Началось все с того, что два дня назад я столкнулся возле кассы с Федякиной, и она шепнула мне по секрету, что приближается день рождения вашего сына, что все будут вас поздравлять и она советует мне сделать то же самое. Я возразил, что наше назойливое внимание вряд ли вам понравится и, более того, может поставить в неловкое положение. Федякина же заявила, что если я такой идеалист — это мое дело, она лично не считает себя Львом Толстым или Барбарой Картрайд, а журнальные гонорары для нее — источник пропитания, и она обязательно использует повод для того, чтобы сделать редактору что–нибудь приятное. И вообще, так принято.

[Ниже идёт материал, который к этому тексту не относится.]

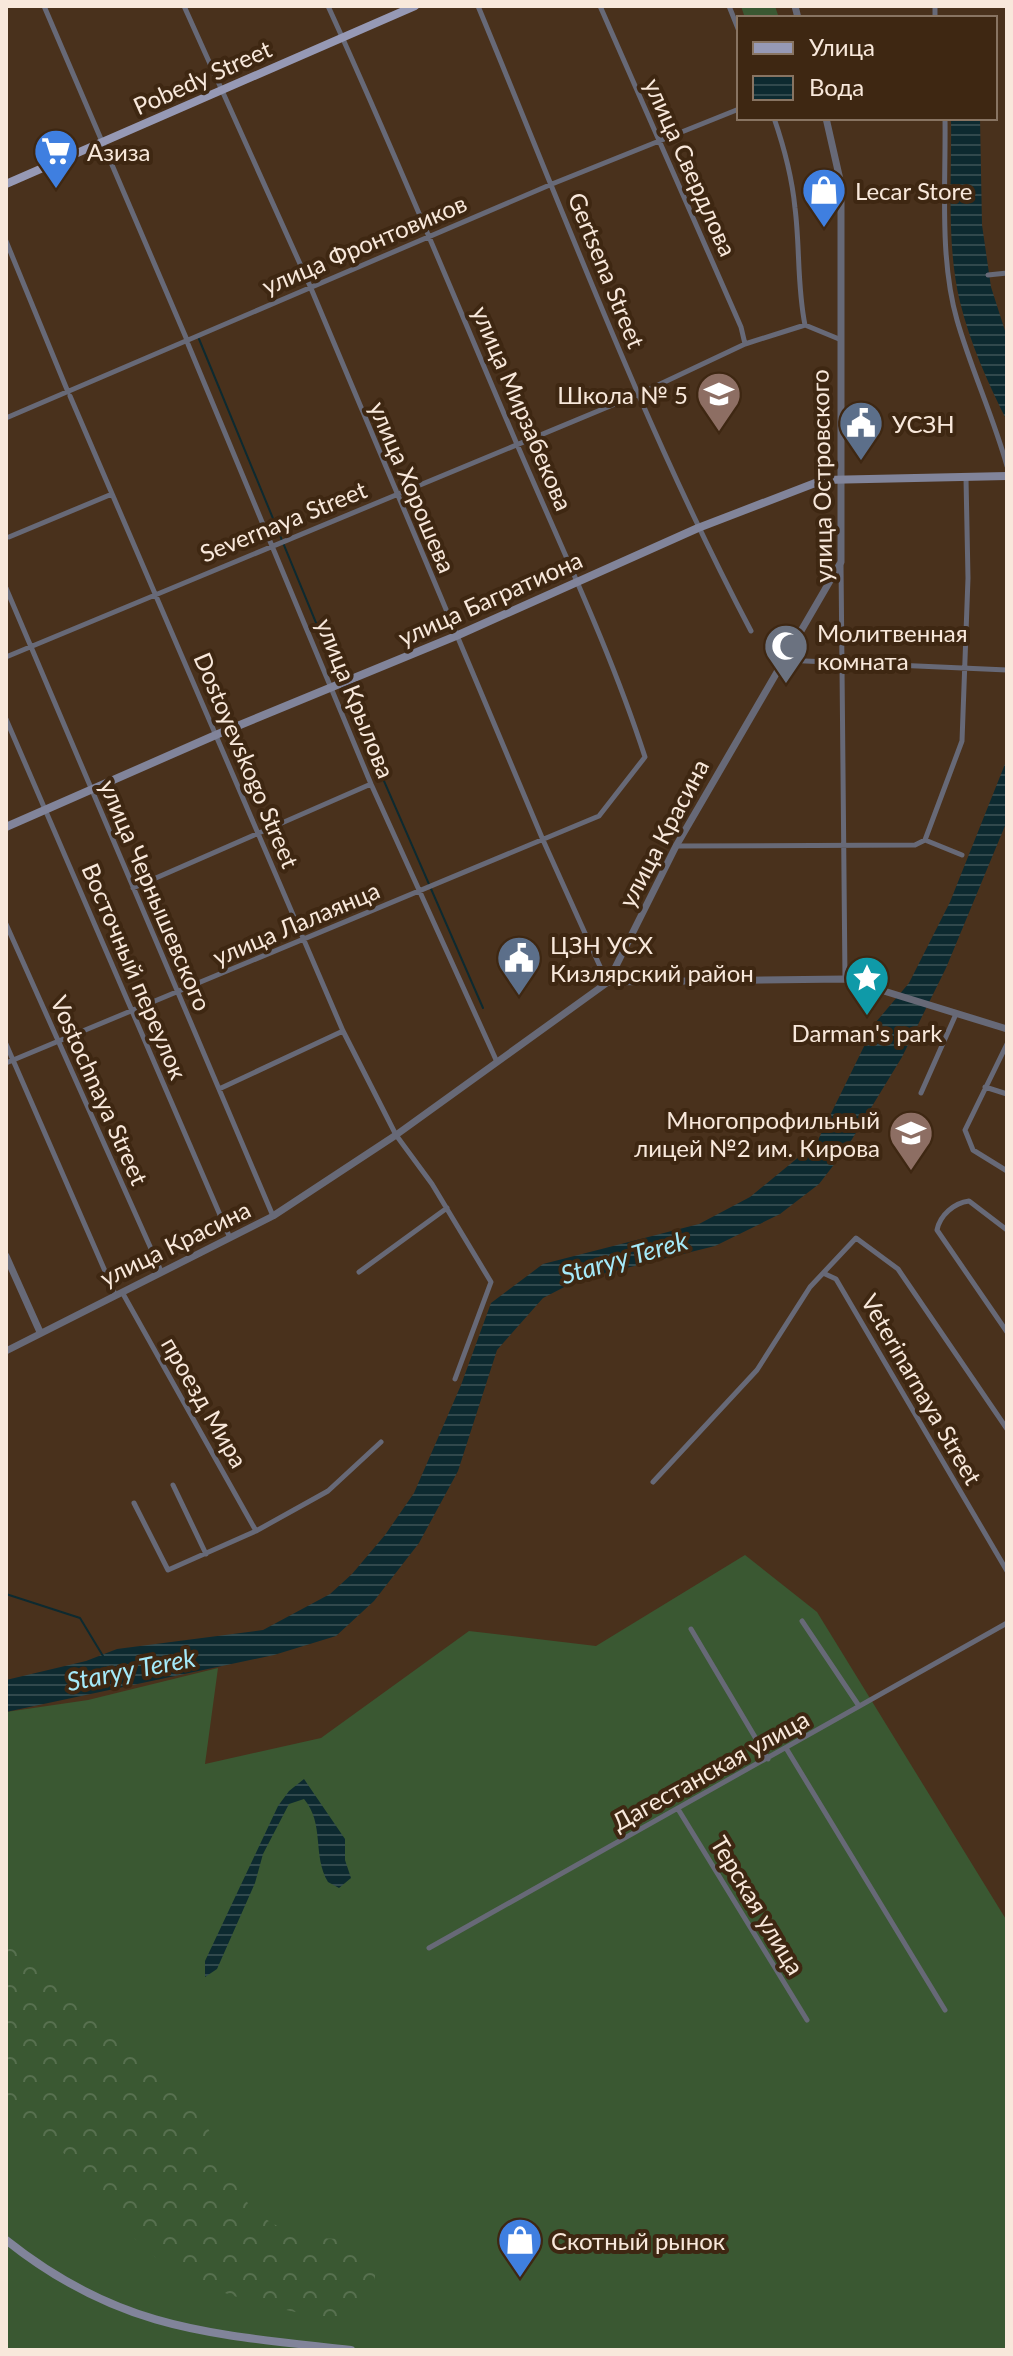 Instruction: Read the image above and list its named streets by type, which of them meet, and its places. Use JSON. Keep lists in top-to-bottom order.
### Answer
{
  "streets": {
    "main road": ["Pobedy Street", "улица Багратиона"],
    "street": [
      "улица Свердлова",
      "улица Фронтовиков",
      "Gertsena Street",
      "улица Мирзабекова",
      "улица Островского",
      "улица Хорошева",
      "Severnaya Street",
      "улица Крылова",
      "Dostoyevskogo Street",
      "улица Красина",
      "улица Чернышевского",
      "улица Лалаянца",
      "Восточный переулок",
      "Vostochnaya Street",
      "Veterinarnaya Street",
      "проезд Мира",
      "Дагестанская улица",
      "Терская улица"
    ]
  },
  "crossings": [
    ["Pobedy Street", "улица Мирзабекова"],
    ["Pobedy Street", "улица Хорошева"],
    ["Pobedy Street", "улица Крылова"],
    ["улица Свердлова", "улица Фронтовиков"],
    ["улица Свердлова", "Severnaya Street"],
    ["улица Фронтовиков", "Gertsena Street"],
    ["улица Фронтовиков", "улица Мирзабекова"],
    ["улица Фронтовиков", "улица Хорошева"],
    ["улица Фронтовиков", "улица Крылова"],
    ["улица Фронтовиков", "Dostoyevskogo Street"],
    ["Gertsena Street", "Severnaya Street"],
    ["Gertsena Street", "улица Багратиона"],
    ["улица Мирзабекова", "Severnaya Street"],
    ["улица Мирзабекова", "улица Багратиона"],
    ["улица Мирзабекова", "улица Лалаянца"],
    ["улица Островского", "улица Багратиона"],
    ["улица Островского", "улица Красина"],
    ["улица Хорошева", "Severnaya Street"],
    ["улица Хорошева", "улица Багратиона"],
    ["улица Хорошева", "улица Красина"],
    ["улица Хорошева", "улица Лалаянца"],
    ["Severnaya Street", "улица Крылова"],
    ["Severnaya Street", "Dostoyevskogo Street"],
    ["Severnaya Street", "улица Чернышевского"],
    ["улица Багратиона", "улица Крылова"],
    ["улица Багратиона", "Dostoyevskogo Street"],
    ["улица Багратиона", "улица Чернышевского"],
    ["улица Багратиона", "Восточный переулок"],
    ["улица Крылова", "улица Красина"],
    ["улица Крылова", "улица Лалаянца"],
    ["Dostoyevskogo Street", "улица Красина"],
    ["Dostoyevskogo Street", "улица Лалаянца"],
    ["улица Красина", "улица Чернышевского"],
    ["улица Красина", "Восточный переулок"],
    ["улица Красина", "Vostochnaya Street"],
    ["улица Красина", "проезд Мира"],
    ["улица Чернышевского", "улица Лалаянца"],
    ["улица Лалаянца", "Восточный переулок"],
    ["улица Лалаянца", "Vostochnaya Street"],
    ["улица Лалаянца", "проезд Мира"],
    ["Дагестанская улица", "Терская улица"]
  ],
  "water": ["Staryy Terek"],
  "places": {
    "supermarket": ["Азиза"],
    "shop": ["Lecar Store", "Скотный рынок"],
    "school or university": ["Школа № 5", "Многопрофильный лицей №2 им. Кирова"],
    "public building": ["УСЗН", "ЦЗН УСХ Кизлярский район"],
    "mosque": ["Молитвенная комната"],
    "place": ["Darman's park"]
  },
  "legend": ["Улица", "Вода"]
}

Дело, конечно, не в Федякиной. Накануне я твердо решил к вам в редакцию больше не приходить. И рассказов больше не писать. И вообще, никак не напоминать вам о своем существовании — как я понимаю, этим я только усложняю вашу жизнь. Но тут, дернул черт, решил еще разок взглянуть в ваши глаза — напоследок.
У метро я остановился, чтобы купить цветы. Шел вдоль пышного ряда однообразных роз, хризантем, гвоздик, калов и чувствовал, что все это не то, совсем не то! Что вся эта настойчивая, самоуверенная, гордая красота не имеет ничего общего с моим отношением к вам. Но мне повезло: в самом конце цветочного ряда бабушка–пенсионерка продавала пучок первых подснежников. Таких трогательных и нежных рядом с сочными оранжерейными собратьями. Таких робких… Мне показалось, вы поймете то, что я имел в виду.
Как только я вошел в помещение редакции, которое напоминает спортивный зал, разгороженный на клетушки книжными полками и столами, и издали увидел ваши глаза, я понял — что–то не так. При моем появлении в ваших глазах почему–то мелькнуло смущение, даже испуг. Вы непроизвольно обернулись через плечо, и я заметил на вашем столе редакционное ведро с огромным букетом роз — высоких, роскошных, вызывающих, в количестве никак не меньше тридцати, а то и пятидесяти.
Потерпите немного, вы скоро поймете, почему я так подробно описываю то, что вы и сами видели собственными глазами.
Я огляделся по сторонам и на пороге начальственного кабинета увидел нашего мастдая, а рядом с ним — невысокого, приятного на вид и очень уверенного в себе мужчину. Почему–то я сразу понял, что это ваш родственник, о котором рассказывала Федякина, и человек, подаривший вам эти цветы.
Они стояли, оглядывая редакцию как два хозяина жизни — глядя немного свысока на два десятка работающих компьютеров и столько же согнутых журналистских спин. Причем наш дородный мастдай рядом с вашим родственником стал как–то ниже ростом, будто бы сжался. В его позе и движениях читалось что–то приниженное. Очевидно, ваш родственник преуспел в бизнесе существенно больше мастдая и по негласной табели о рангах богатых людей находился на много ступенек выше него. Мастдай что–то оживленно рассказывал профилю приятного на вид невысокого человека.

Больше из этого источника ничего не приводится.